Thoughts from India #4: India’s Status Gap

My time in India has almost come to an end. I’ve thoroughly enjoyed many aspects of my trip, but there’s one thing that I really won’t miss about this place. One thing that frustrates me but upsets me even more, and that’s India’s huge status gap.

Now it’s common here to have cleaners, dish washing helpers, ladies to do your laundry, drivers. At first I found it a strange and somewhat awkward concept, that someone was washing your five plates, or bringing you a glass of water on a tray because you’re thirsty. But this is completely normal here. On the plus side, you’re offering people jobs.

But what I find hugely discomforting is the way these people treat their workers. The minute you have just a little bit more money, you’re rich. And if you have a little bit less, you’re poor and must abide by the rules of the people you’re working for. And take their BS. And chase them like a dog. And do every little thing for them at that exact second, even if it’s extremely inconvenient. And then take the blame for everything that isn’t done as wished.

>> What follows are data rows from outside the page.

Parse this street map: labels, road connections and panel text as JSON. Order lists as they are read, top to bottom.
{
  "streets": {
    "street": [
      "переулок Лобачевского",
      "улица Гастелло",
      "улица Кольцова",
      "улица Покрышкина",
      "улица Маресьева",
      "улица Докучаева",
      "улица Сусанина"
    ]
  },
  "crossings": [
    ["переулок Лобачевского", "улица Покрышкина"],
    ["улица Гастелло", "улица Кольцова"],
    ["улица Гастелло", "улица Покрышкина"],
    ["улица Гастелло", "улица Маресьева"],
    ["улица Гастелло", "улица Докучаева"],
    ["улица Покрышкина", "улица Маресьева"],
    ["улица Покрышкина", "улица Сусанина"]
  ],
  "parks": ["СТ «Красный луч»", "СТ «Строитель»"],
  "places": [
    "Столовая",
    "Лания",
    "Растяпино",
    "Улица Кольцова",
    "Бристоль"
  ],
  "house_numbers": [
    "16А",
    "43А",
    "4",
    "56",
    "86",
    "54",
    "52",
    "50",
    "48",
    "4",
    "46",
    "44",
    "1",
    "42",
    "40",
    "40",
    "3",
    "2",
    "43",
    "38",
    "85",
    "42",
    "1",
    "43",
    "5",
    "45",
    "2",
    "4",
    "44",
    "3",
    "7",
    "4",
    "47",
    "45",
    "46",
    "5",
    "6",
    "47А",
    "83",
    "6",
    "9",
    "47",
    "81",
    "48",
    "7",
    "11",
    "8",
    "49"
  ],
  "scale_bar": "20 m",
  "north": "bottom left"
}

My worst experience was when I was teaching at the school in Bihar. I used to come to school everyday with the principal, his wife and their 10-year-old daughter. The principal would drive right up to the entrance, get out and walk straight in. No closing the door, no picking up his briefcase which was in the seat right beside him. And then you have the workers scrambling behind him, closing the door, picking up his briefcase, and picking up everything else the wife decided to leave for them. It just doesn’t make sense. It takes about one second to reach for your briefcase and probably half a second to close the door that your body presses up against anyway.

And then when school ends, the principal, his wife and their daughter walk out of the office with nothing in their hand, even though it’s only one briefcase and one schoolbag that needs escorting to the car. And if the workers aren’t already loading the car by the time the family reaches (which would mean they would have to grab the bags and then run in front of them so they’re ahead…), God help them all. The wife starts flailing her arms in the air saying “Hai Bhagwan” (Oh Lord) and complains about how incompetent the workers are.

I could go on and on about how disgusting these people act. I can’t speak for everyone, but I’ve seen this way too much here. The most embarrassing part is that I was attached to this family and had to drive to and from school with them. Nobody was picking up after me.

The problem here isn’t that you have people working for you, it’s knowing how to treat them. These men and women are working to make money just like the rest of us. Save them their dignity and show them respect. Because I tell you, these people are hands down some of the most genuine and hardworking people here in India.